▸ Problem details
Work through the data line by line, gathering every line that has the word "absolute".

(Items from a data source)
######
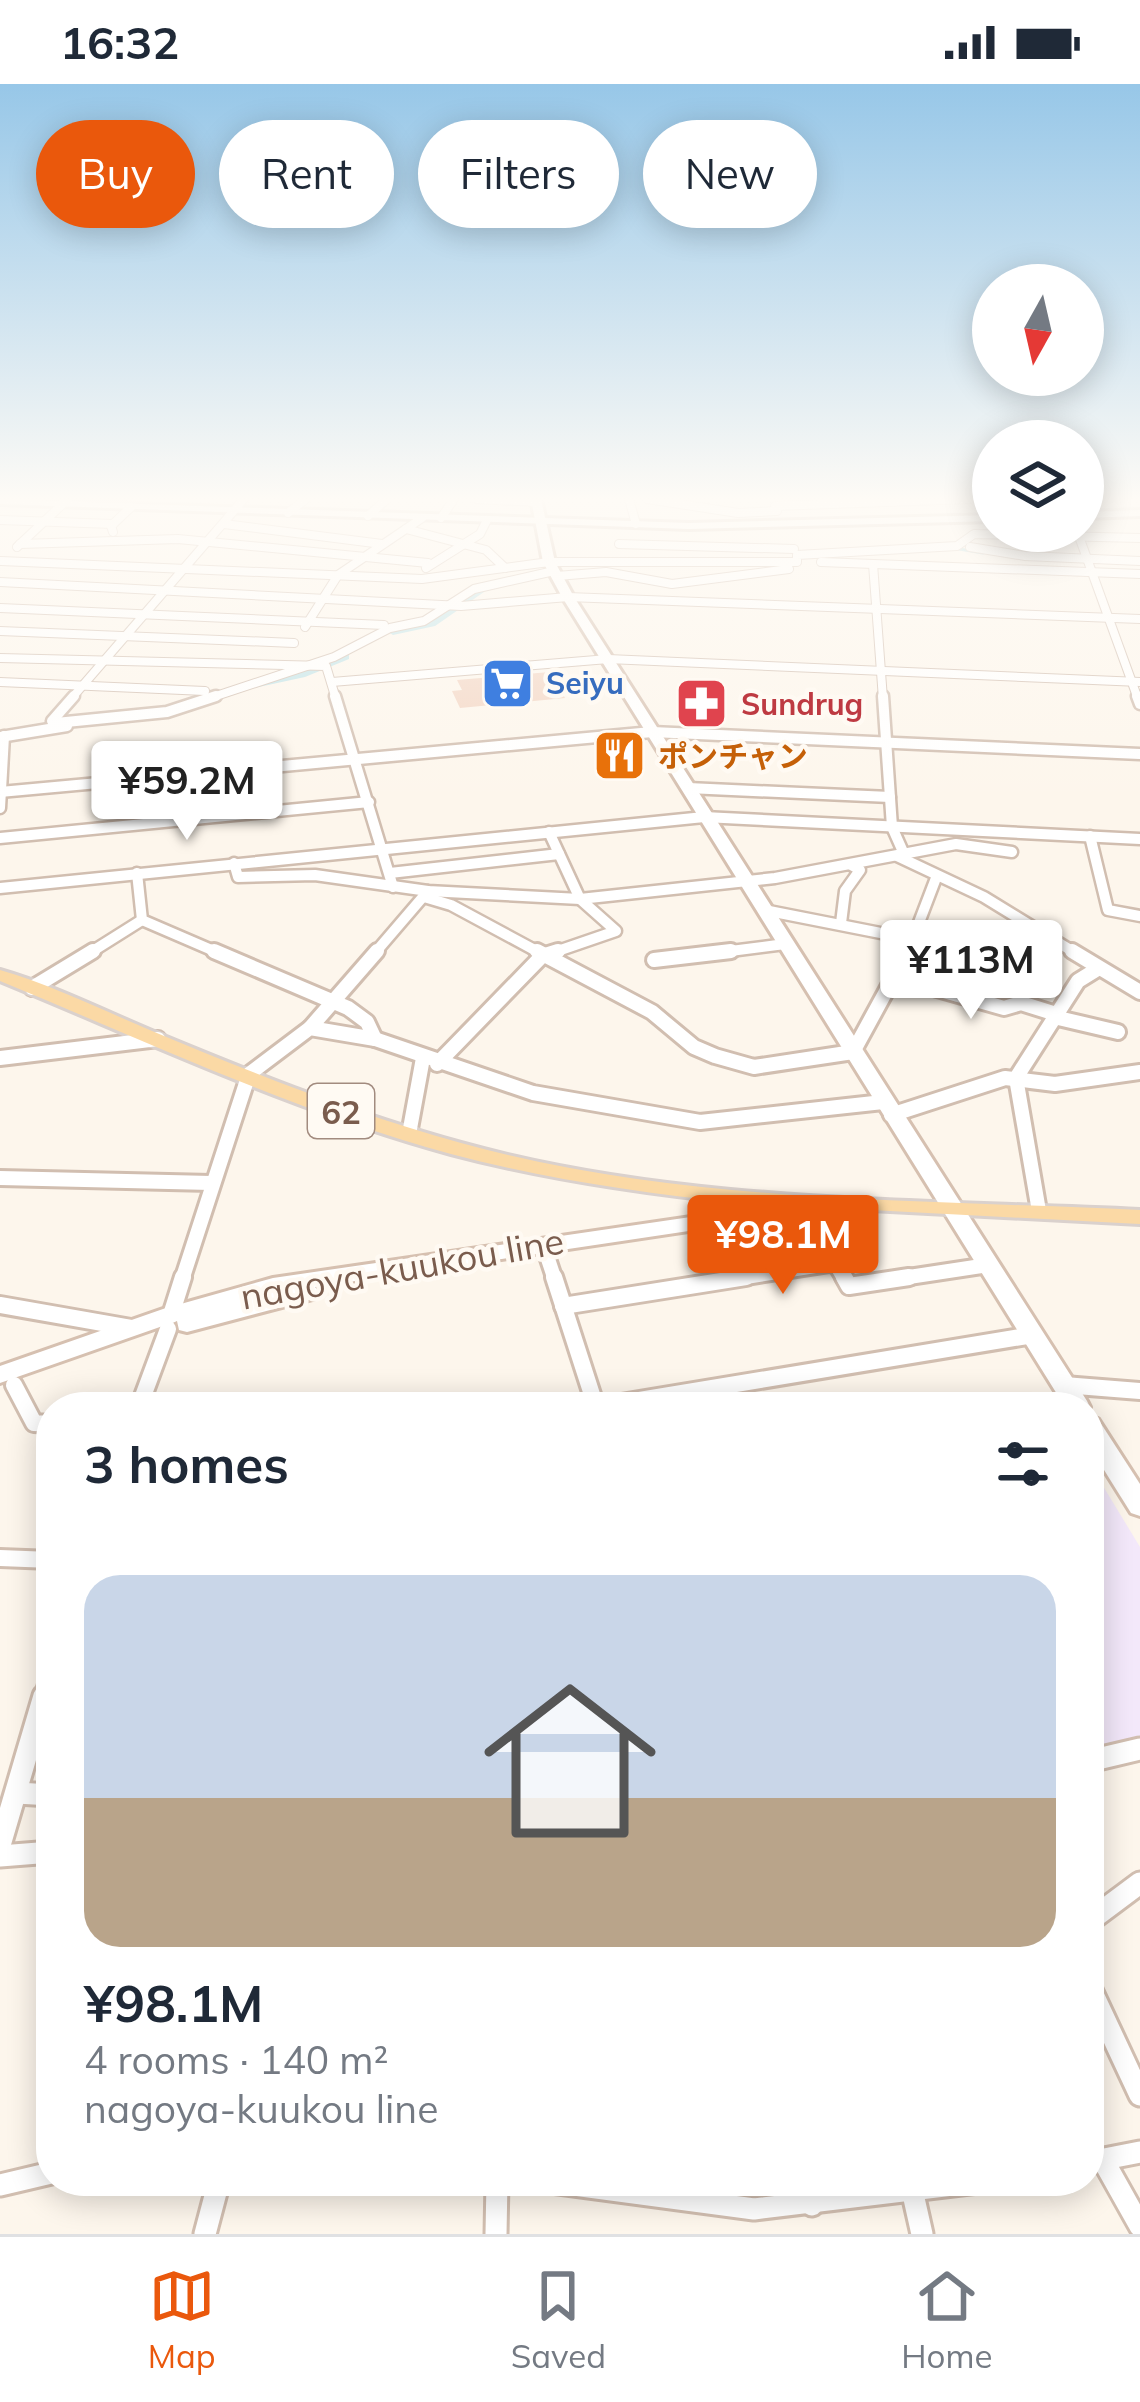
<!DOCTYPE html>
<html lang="en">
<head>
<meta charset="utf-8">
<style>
	body { margin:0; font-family:Mulish,"Noto Sans JP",sans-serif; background:#f6f6f7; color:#1f2937; height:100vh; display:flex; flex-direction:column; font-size:45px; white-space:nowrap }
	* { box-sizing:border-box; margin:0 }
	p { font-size:39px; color:#747a83 }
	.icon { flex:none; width:66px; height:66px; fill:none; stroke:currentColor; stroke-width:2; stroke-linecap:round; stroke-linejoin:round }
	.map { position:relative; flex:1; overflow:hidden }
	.details { position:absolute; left:36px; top:1308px; width:1068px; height:804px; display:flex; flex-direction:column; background:#fff; border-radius:48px; box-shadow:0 6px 30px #0003 }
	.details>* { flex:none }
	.guide { position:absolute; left:36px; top:36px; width:1068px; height:108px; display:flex; gap:24px }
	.needle { width:78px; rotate:188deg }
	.buttons { position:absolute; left:972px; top:180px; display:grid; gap:24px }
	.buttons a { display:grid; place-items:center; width:132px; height:132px; border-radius:50%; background:#fff; box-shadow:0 6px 30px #0003; font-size:60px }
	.price { position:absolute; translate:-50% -102px; padding:0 27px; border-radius:12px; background:#fff; color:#222; font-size:39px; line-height:78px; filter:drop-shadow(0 3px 6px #0008) }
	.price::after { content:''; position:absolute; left:50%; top:72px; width:36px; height:27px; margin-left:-18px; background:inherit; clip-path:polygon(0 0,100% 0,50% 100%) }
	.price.active { background:#ea580c; color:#fff }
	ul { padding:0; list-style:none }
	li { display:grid; align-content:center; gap:24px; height:636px; padding:0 48px }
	li span { display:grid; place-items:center; height:372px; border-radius:36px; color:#555 }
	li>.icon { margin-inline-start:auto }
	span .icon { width:216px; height:216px; fill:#fffc; stroke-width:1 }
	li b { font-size:51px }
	h2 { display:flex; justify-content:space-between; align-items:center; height:144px; padding:0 48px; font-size:51px }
	.tag { padding:0 42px; border-radius:54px; background:#fff; box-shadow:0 6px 30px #0003; font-size:42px; line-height:108px }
	.tag.active { background:#ea580c; color:#fff }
	.status { display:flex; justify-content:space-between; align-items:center; height:84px; padding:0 60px; background:#fff; direction:ltr }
	.status svg { height:33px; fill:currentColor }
	.menu { display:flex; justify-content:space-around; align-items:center; height:168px; border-top:3px solid #e0e1e3; background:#fff; font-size:33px; color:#747a83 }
	.menu a { display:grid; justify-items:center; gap:6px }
	.menu .active { color:#ea580c }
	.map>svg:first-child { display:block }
	.education { fill:#f3e8fa }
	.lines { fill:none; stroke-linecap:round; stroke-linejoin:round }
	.stream { stroke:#a5d3da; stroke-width:3 }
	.river { fill:#bfe3e8; fill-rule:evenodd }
	.building { fill:#f3d5c3 }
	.minor-far4-casing { stroke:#d1beb0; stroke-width:10 }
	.minor-far3-casing { stroke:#d1beb0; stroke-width:15 }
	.minor-far2-casing { stroke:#d1beb0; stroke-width:20 }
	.minor-far1-casing { stroke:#d1beb0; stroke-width:22 }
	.minor-casing { stroke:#d1beb0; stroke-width:27 }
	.tertiary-casing { stroke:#d1beb0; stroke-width:6 }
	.secondary-casing { stroke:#d6c0b0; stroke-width:6 }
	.primary-casing { stroke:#dad1cd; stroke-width:6 }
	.minor-far4 { stroke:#fff; stroke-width:8 }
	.minor-far3 { stroke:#fff; stroke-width:10 }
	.minor-far2 { stroke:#fff; stroke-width:14 }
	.minor-far1 { stroke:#fff; stroke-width:16 }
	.minor { stroke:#fff; stroke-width:21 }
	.tertiary { fill:#fff; fill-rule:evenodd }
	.secondary { fill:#fff; fill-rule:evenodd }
	.primary { fill:#fbd9a5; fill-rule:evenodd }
	.labels { text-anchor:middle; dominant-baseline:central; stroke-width:9; stroke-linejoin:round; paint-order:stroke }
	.far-shop-label { font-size:30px; font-weight:bold; fill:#366cbe; stroke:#fffaf3; text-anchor:start }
	.far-health-label { font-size:30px; font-weight:bold; fill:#be3a42; stroke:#fffaf3; text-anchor:start }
	.far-food-label { font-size:30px; font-weight:bold; fill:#c56008; stroke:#fffaf3; text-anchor:start }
	.shield { fill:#fffaf3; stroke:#a28b7f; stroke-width:3 }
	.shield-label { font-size:33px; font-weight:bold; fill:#7a5c4d }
	.street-label { font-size:36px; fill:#7a5c4d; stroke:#fffaf3 }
</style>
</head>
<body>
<div class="status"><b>16:32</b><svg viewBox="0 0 49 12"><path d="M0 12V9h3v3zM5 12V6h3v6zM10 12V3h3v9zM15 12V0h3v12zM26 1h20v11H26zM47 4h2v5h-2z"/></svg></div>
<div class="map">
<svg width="1140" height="2150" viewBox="0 0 1140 2150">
	<rect width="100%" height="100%" fill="#fdf6ec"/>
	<path class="education" d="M1089 1379 1140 1463V1652L1089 1665Z"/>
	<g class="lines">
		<path class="stream" d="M959 465 983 469"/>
		<g class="river">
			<path d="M470 505 484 508 435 542 393 551 385 546 424 535Z"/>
			<path d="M343 566 349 567V575L305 593 254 604 245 599Z"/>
		</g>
	</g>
	<path class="building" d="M550 588 565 614 460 624 452 607 462 606 457 596Z"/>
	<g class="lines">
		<defs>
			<g id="minor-far4">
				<path d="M476 415 537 418"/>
				<path d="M629 415 636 440"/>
				<path d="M647 415 738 429 777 427"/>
				<path d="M775 422 969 415"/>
				<path d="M288 429 306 415"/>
				<path d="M368 432 387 415"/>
				<path d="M441 434 454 415"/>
				<path d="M0 436 113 440"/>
				<path d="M224 440 382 460"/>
				<path d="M406 445 486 466 505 484"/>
				<path d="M1077 447 1138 615"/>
				<path d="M113 448 111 442 131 423"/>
				<path d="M20 460 178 455 428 479"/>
				<path d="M619 460 794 465"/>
				<path d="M17 463 68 415"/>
				<path d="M970 463 1025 472 1140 477"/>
				<path d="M1 477 422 495 549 478H797V471L957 462 974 450 1140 454"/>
				<path d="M821 478 1140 490"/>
				<path d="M873 480 883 615"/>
				<path d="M426 484 480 450 487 436"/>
				<path d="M557 492 606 488 672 500 789 485"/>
				<path d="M0 498 461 522 568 513 1140 535"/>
				<path d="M0 524 384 541"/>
				<path d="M305 543 338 491 422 434"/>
				<path d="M0 547 294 559"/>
				<path d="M0 574 326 582 336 615"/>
				<path d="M0 598 205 607"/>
				<path d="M332 598 608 575 1140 598"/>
				<path d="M71 615 244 415"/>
				<path d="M207 615 334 573 390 544 424 537 474 505 554 487"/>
			</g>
			<g id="minor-far3">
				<path d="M335 612 393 803"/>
				<path d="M883 612 892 743 904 770"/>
				<path d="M1137 612 1140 620"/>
				<path d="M56 639 167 628 216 612"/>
				<path d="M56 639 52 637 74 612"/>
				<path d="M0 653 67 642"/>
				<path d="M688 704 890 713"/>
				<path d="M0 708 652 648 1140 670"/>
				<path d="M0 724 4 652"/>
				<path d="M549 748 580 815 616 847 549 870"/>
				<path d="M1090 752 1108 826 1140 832"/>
				<path d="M0 754 369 718"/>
				<path d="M897 772 984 813 1077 870"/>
				<path d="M234 779 238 793 315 791 428 807 580 815 775 794 956 760 1012 768"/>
				<path d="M137 789 142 836 221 870"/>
				<path d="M390 789 559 770"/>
				<path d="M0 804 704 733 1140 755"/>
				<path d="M424 813 451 821 542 870"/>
				<path d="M764 826 972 867 978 862 1033 864 1056 858"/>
				<path d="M841 839 845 807 860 786 851 781"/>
				<path d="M88 870 142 836"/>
				<path d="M374 870 428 807"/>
				<path d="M707 870 785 860"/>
				<path d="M907 870 936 794"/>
				<path d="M1033 870V864"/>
			</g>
			<g id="minor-far2">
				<path d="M214 867 348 924 367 938 375 955"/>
				<path d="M537 867 652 928 694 963 715 972 754 983 853 968 908 867"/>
				<path d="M1072 867 1140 908"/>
				<path d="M654 876 731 867"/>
				<path d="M1032 885 1033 867"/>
				<path d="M898 894 1004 924 1021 919 1056 930"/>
				<path d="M32 904 93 867"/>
				<path d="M1054 933 1118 948"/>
				<path d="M310 944 377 867"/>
				<path d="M0 974 158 955"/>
				<path d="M437 980 542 872 558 867"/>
				<path d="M891 1031 1005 994 1055 1000 1140 988"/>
				<path d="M409 1050 423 974"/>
				<path d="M0 1094 211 1099"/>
				<path d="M1039 1127 1016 994 1078 897 1099 884"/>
				<path d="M547 1172 555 1196"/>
				<path d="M182 1196 249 990 310 944 375 955 533 1009 700 1038 883 1018"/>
				<path d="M727 1196 835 1179 845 1196"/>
				<path d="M889 1196 988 1181"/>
			</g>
			<g id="minor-far1">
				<path d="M554 1193 596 1323"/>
				<path d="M844 1193 849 1202 909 1193"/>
				<path d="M0 1221 131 1244"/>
				<path d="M563 1222 746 1193"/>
				<path d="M171 1231 183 1193"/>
				<path d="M14 1301 34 1339 51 1340"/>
				<path d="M1064 1301 1140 1307"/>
				<path d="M139 1323 168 1245"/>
				<path d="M597 1323 1033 1251"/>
				<path d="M0 1474 51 1476"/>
				<path d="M43 1615 51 1586"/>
			</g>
			<g id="minor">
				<path d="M1089 1677 1140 1665"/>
				<path d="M17 1709 51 1711"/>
				<path d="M0 1761 44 1612"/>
				<path d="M0 1772 51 1768"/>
				<path d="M1089 1837 1140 1799"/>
				<path d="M1089 1902 1140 2011"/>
				<path d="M1103 2076 1140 2142"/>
				<path d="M1089 2078 1140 2068"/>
				<path d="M544 2097 754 2125 986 2097"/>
				<path d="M808 2097 812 2121"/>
				<path d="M0 2101 51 2089"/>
				<path d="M913 2110 922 2150"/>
				<path d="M205 2150 219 2097"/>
				<path d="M496 2150 497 2097"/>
			</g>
			<g id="tertiary">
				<path d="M0 415 689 439 993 431V437L689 445 0 420Z"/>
				<path d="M1140 426V432L1083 434V428Z"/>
			</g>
			<g id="secondary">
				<path d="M531 415H541L555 478 574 513 1087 1317 1090 1323 1089 1325 1065 1323 562 513 543 478Z"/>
				<path d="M814 1115 825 1122 822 1127 315 1203 320 1209 316 1214 187 1248 179 1246 177 1237 0 1299V1282L163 1225 273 1194Z"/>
				<path d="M1089 1332 1098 1335 1140 1400V1432L1131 1429 1089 1362Z"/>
			</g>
			<path id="primary" d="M0 886C52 901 102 926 152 947 253 989 355 1030 461 1059 680 1120 914 1115 1140 1126V1140L755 1120 785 1132 848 1129 859 1136 848 1143 783 1146 736 1129 733 1124 738 1119C641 1109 545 1095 451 1070 296 1028 148 958 0 897Z"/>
		</defs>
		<use href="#minor-far4" class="minor-far4-casing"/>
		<use href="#minor-far3" class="minor-far3-casing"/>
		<use href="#minor-far2" class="minor-far2-casing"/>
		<use href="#minor-far1" class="minor-far1-casing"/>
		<use href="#minor" class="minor-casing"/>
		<use href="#tertiary" class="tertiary-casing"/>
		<use href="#secondary" class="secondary-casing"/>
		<use href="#primary" class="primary-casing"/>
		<use href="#minor-far4" class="minor-far4"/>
		<use href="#minor-far3" class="minor-far3"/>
		<use href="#minor-far2" class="minor-far2"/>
		<use href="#minor-far1" class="minor-far1"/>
		<use href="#minor" class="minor"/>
		<use href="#tertiary" class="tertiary"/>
		<use href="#secondary" class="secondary"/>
		<use href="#primary" class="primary"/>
	</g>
	<linearGradient id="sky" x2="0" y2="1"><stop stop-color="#97c7e8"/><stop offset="0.58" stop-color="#fefbf6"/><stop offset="1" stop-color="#fefbf6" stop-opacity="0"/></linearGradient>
	<rect width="1140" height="716" fill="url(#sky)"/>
	<defs>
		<symbol id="supermarket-square" viewBox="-11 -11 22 22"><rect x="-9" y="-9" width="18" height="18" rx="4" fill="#3f7fe0" stroke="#fffaf3"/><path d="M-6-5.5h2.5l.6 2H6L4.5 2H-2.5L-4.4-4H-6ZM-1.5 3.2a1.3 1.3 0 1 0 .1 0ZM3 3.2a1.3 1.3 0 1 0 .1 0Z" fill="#fff"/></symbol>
		<symbol id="pharmacy-square" viewBox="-11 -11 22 22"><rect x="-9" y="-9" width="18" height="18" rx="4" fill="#e0444e" stroke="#fffaf3"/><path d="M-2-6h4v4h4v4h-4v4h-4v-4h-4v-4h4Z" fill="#fff"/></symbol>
		<symbol id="restaurant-square" viewBox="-11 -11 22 22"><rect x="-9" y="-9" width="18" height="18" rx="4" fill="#e8710a" stroke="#fffaf3"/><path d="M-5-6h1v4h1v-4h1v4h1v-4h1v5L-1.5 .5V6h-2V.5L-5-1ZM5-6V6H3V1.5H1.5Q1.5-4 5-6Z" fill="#fff"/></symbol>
	</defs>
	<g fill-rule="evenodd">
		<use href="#supermarket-square" x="478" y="570" width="59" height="59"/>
		<use href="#pharmacy-square" x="672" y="590" width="59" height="59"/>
		<use href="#restaurant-square" x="590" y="642" width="59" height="59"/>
	</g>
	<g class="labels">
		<g class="far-shop-label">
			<text x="546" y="599">Seiyu</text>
		</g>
		<g class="far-health-label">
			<text x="741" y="620">Sundrug</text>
		</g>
		<g class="far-food-label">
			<text x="658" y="672">ポンチャン</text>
		</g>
		<rect class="shield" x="308" y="1000" width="66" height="54" rx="9"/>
		<g class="shield-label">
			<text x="341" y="1027">62</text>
		</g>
		<g class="street-label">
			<text transform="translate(402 1184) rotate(-10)">nagoya-kuukou line</text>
		</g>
	</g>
</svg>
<div class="buttons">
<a><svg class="needle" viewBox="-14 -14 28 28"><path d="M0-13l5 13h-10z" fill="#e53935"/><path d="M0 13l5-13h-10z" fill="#747a83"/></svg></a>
<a><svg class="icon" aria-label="layers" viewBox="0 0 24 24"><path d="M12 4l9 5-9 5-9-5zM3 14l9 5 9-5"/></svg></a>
</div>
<b class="price" style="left:187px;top:759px">¥59.2M</b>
<b class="price" style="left:971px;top:938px">¥113M</b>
<b class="price active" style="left:783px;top:1213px">¥98.1M</b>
<div class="guide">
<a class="tag active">Buy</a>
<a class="tag">Rent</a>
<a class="tag">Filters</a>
<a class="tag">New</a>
</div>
<section class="details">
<h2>3 homes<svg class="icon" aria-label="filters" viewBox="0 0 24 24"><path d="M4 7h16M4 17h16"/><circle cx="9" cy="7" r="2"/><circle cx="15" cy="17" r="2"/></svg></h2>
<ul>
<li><span style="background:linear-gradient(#c9d6e8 60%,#b9a48a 0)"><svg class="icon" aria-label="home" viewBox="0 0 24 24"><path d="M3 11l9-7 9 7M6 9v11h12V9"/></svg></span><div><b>¥98.1M</b><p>4 rooms · 140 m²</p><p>nagoya-kuukou line</p></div></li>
</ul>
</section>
</div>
<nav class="menu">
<a class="active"><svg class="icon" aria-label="map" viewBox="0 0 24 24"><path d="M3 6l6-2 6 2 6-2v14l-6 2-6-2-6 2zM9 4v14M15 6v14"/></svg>Map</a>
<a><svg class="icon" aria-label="saved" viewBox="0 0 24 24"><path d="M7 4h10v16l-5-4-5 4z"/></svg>Saved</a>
<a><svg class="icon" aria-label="home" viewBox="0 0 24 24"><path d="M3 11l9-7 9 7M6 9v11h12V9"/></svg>Home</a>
</nav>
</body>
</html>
######
▸ Task solution
	.details { position:absolute; left:36px; top:1308px; width:1068px; height:804px; display:flex; flex-direction:column; background:#fff; border-radius:48px; box-shadow:0 6px 30px #0003 }
	.guide { position:absolute; left:36px; top:36px; width:1068px; height:108px; display:flex; gap:24px }
	.buttons { position:absolute; left:972px; top:180px; display:grid; gap:24px }
	.price { position:absolute; translate:-50% -102px; padding:0 27px; border-radius:12px; background:#fff; color:#222; font-size:39px; line-height:78px; filter:drop-shadow(0 3px 6px #0008) }
	.price::after { content:''; position:absolute; left:50%; top:72px; width:36px; height:27px; margin-left:-18px; background:inherit; clip-path:polygon(0 0,100% 0,50% 100%) }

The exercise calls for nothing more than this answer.